Supersonic was stripped down with the band easing up on the heavy, electric instruments and slowing it down; somewhat reminiscent to the Ryan Adams version of Wonderwall. Talk Tonight was an incredible choice of song. It instilled a sense of comradery into the crowd as friends and lovers embraced singing the lyrics wholeheartedly. This rendition was given the opposite treatment to Supersonic in that it was beefed up with electric guitar and it was the perfect accompaniment to the darkening sky. It truly established the atmosphere for the rest of the performance. Half the World Away was met with a similar response, it being a favourite among long-time Gallagher fans. Gallagher’s voice was wonderfully showcased in this track; his melodious tones, natural flow and effortlessness was moving and contagious; the crowd were soaking up every second of the perfectly delivered tune. NGHFB’s show came to end with Don’t Look Back in Anger. The crowd was in its element as Gallagher himself must have been. Every word was sung along to by, one would hazard to guess, every person in the zealous and awe-struck crowd.
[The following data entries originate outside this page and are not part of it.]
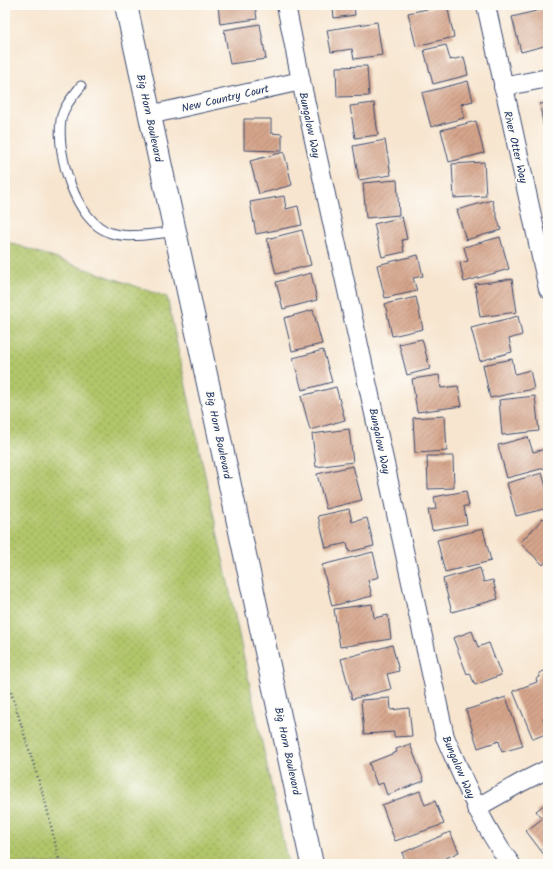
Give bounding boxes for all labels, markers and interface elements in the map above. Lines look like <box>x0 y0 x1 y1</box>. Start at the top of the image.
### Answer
street label: Big Horn Boulevard <box>131 73 167 164</box>
street label: New Country Court <box>180 80 271 118</box>
street label: Bungalow Way <box>293 91 325 161</box>
street label: River Otter Way <box>498 109 532 186</box>
street label: Big Horn Boulevard <box>200 390 236 481</box>
street label: Bungalow Way <box>363 407 395 477</box>
street label: Big Horn Boulevard <box>269 706 305 797</box>
street label: Bungalow Way <box>437 733 480 802</box>

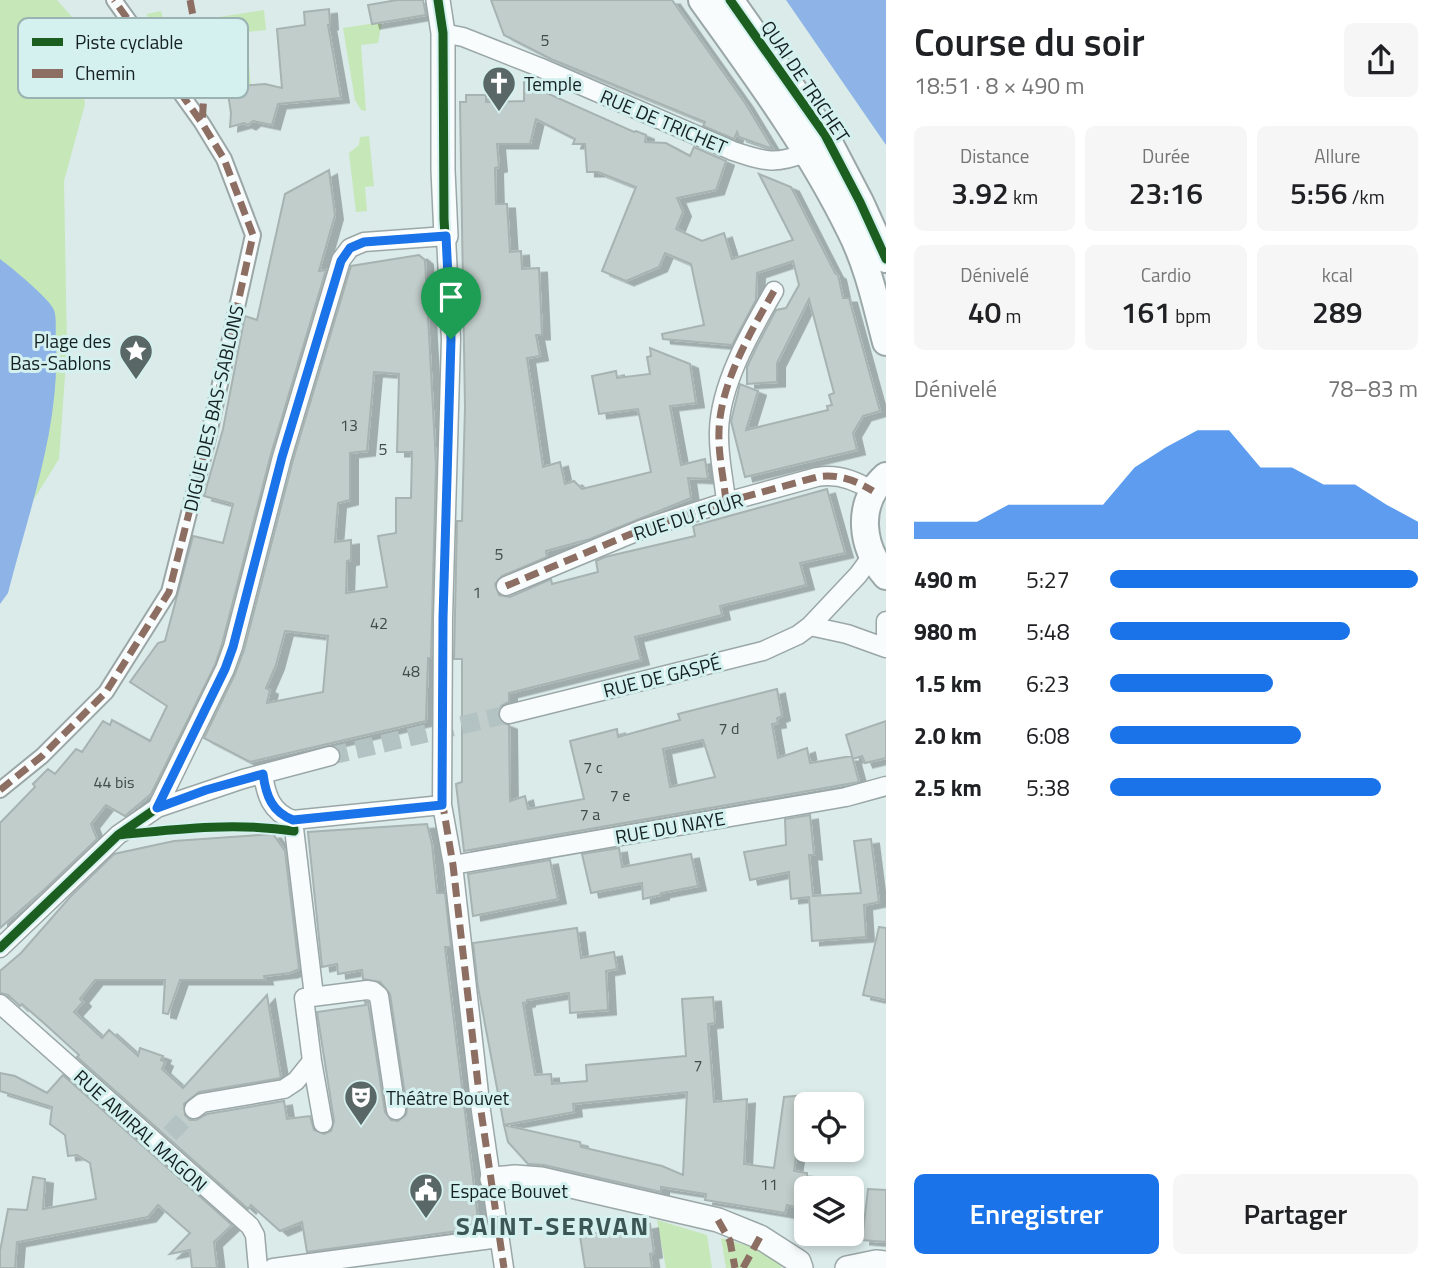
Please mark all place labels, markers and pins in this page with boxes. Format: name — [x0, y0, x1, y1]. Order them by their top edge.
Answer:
church icon: Temple — [480, 64, 518, 113]
place label: Temple — [524, 69, 582, 98]
pin — [421, 267, 481, 339]
place label: Plage des Bas-Sablons — [10, 326, 111, 377]
place icon: Plage des Bas-Sablons — [117, 332, 155, 381]
theatre icon: Théâtre Bouvet — [342, 1078, 380, 1127]
place label: Théâtre Bouvet — [386, 1083, 509, 1112]
public building icon: Espace Bouvet — [407, 1171, 445, 1220]
place label: Espace Bouvet — [450, 1176, 568, 1205]

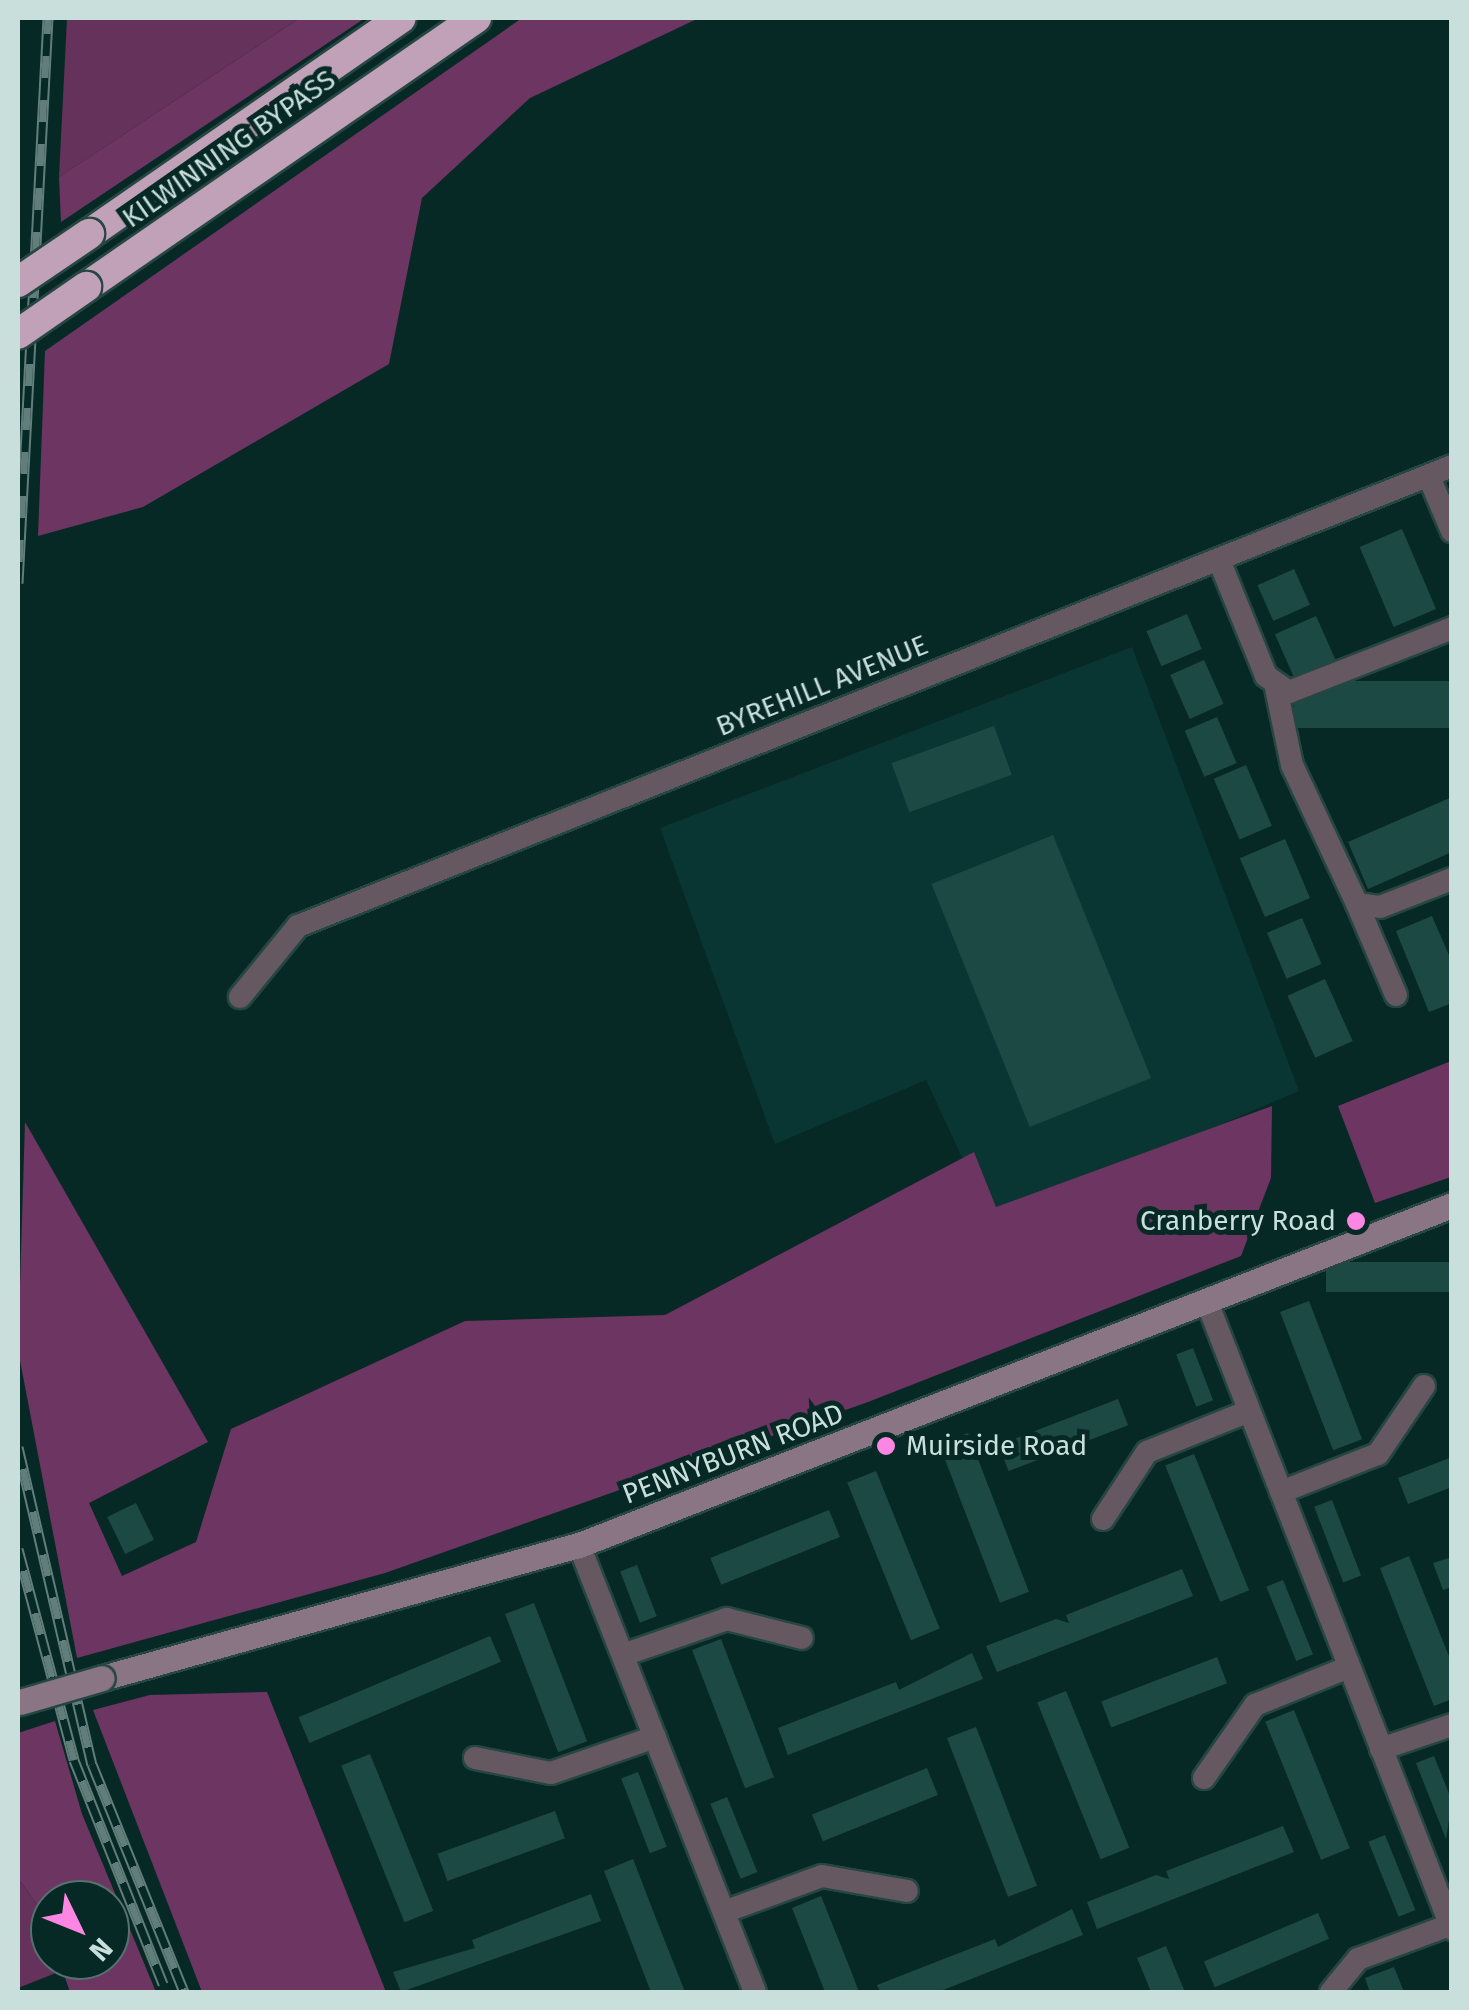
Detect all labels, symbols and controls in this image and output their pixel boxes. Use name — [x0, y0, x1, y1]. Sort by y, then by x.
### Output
street label: KILWINNING BYPASS — [116, 63, 342, 235]
street label: BYREHILL AVENUE — [711, 628, 933, 744]
place label: Cranberry Road — [1140, 1204, 1336, 1238]
marker: Cranberry Road — [1345, 1210, 1367, 1232]
street label: PENNYBURN ROAD — [618, 1396, 848, 1512]
place label: Muirside Road — [906, 1429, 1087, 1463]
marker: Muirside Road — [875, 1435, 897, 1457]
north arrow — [30, 1880, 130, 1980]
text: N — [82, 1931, 119, 1967]

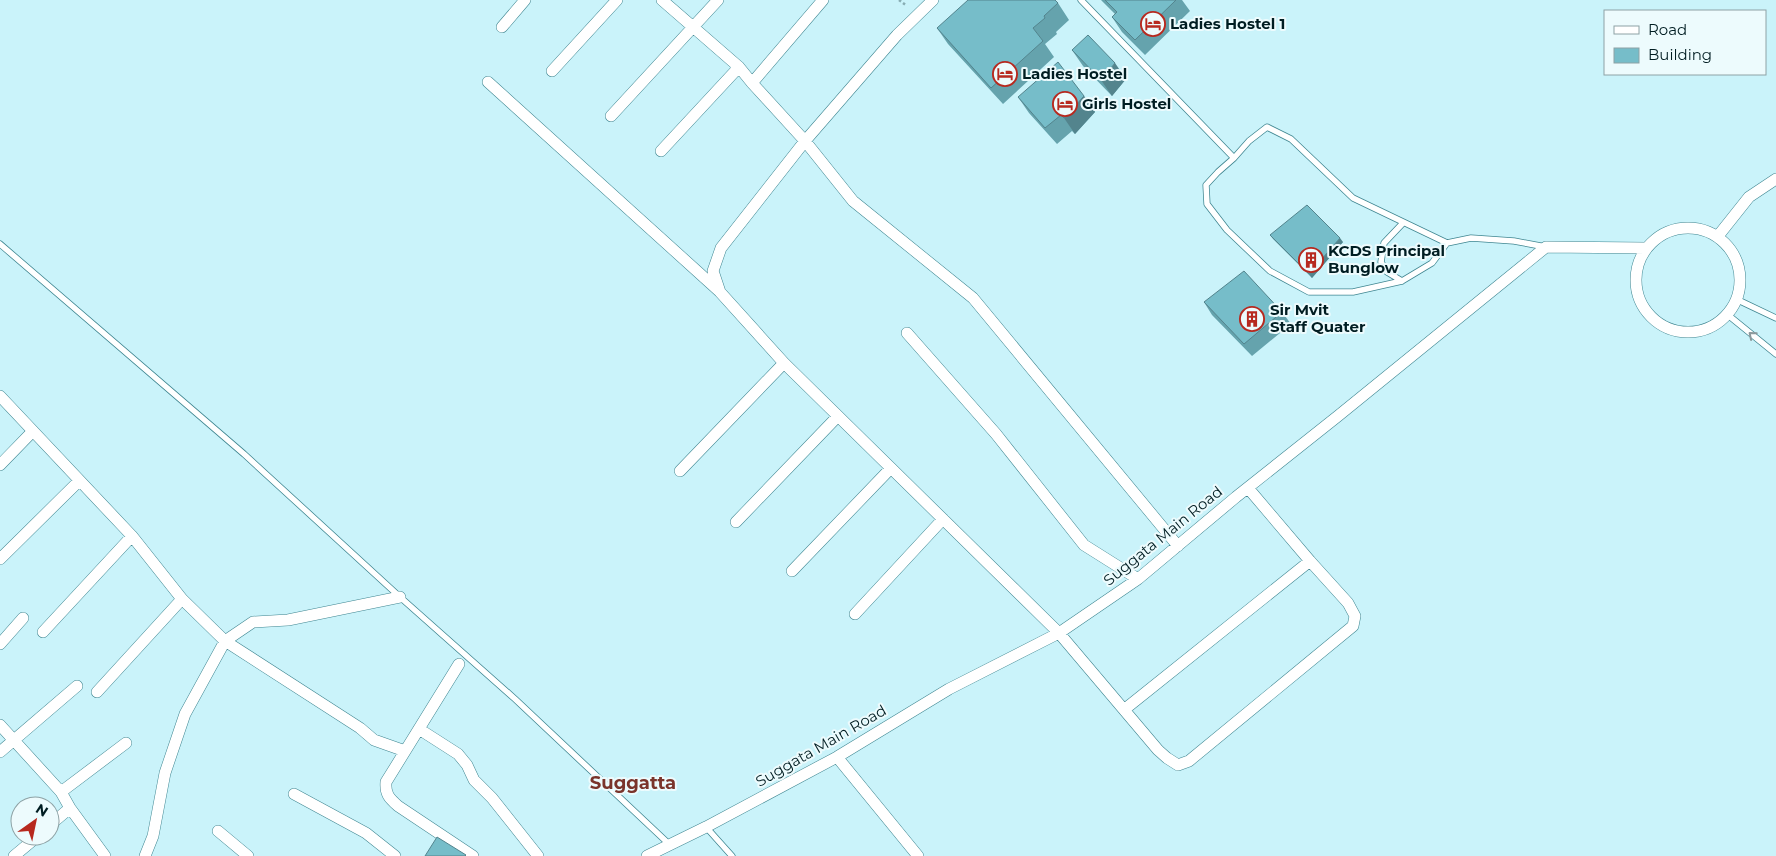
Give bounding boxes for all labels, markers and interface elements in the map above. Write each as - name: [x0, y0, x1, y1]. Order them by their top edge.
- legend: [1604, 10, 1766, 75]
- hotel icon: Ladies Hostel 1: [1140, 11, 1166, 37]
- place label: Ladies Hostel 1: [1170, 14, 1285, 33]
- text: Road: [1648, 20, 1687, 39]
- text: Building: [1648, 45, 1712, 64]
- hotel icon: Ladies Hostel: [992, 61, 1018, 87]
- place label: Ladies Hostel: [1022, 64, 1127, 83]
- hotel icon: Girls Hostel: [1052, 91, 1078, 117]
- place label: Girls Hostel: [1082, 94, 1171, 113]
- place label: KCDS Principal Bunglow: [1328, 241, 1445, 277]
- building icon: KCDS Principal Bunglow: [1298, 247, 1324, 273]
- place label: Sir Mvit Staff Quater: [1270, 300, 1366, 336]
- building icon: Sir Mvit Staff Quater: [1239, 306, 1265, 332]
- one-way arrow: [1749, 332, 1758, 340]
- street label: Suggata Main Road: [1099, 482, 1226, 589]
- street label: Suggata Main Road: [752, 700, 889, 791]
- district label: Suggatta: [590, 772, 676, 794]
- north arrow: [10, 796, 60, 846]
- text: N: [32, 799, 52, 821]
It was not enhanced by any extra tidbits, it was not relished with a folkish tinge; Gallagher performed pristinely with his new band, as he did with Oasis complete with the slick deliverance of the famous solo. The crowd seemed displeased with Gallagher’s announcement that this would be his last Dublin gig for a long time saying “Hey, it’s a big world” and he graciously left the stage.
He and his band were given a hero’s send-off which was well deserved; despite the initial hiccups it was a stellar performance. Most revellers waited patiently for what would be a ceremoniously loud performance. Kasabian opened up their set with a huge build up to Days Are Forgotten, the lead single of their album, ‘Velociraptor!’ This lead into a ferocious rendition of Shoot The Runner, arguably the single which launched them from ‘cool indie band’, to out-and-out rock superstars. It was only two songs in and this was one of the highlights. As always Serge and Tom’s voices were in sync, complimentary and commanding, Underdog was another momentous track; the immense guitar riffs encouraging a howl of pleasure from many in the crowd. It was a religious-like experience, the band playing a song with a positive, ‘no one can beat me’ attitude and the thousands of people singing passionately back to the preachers.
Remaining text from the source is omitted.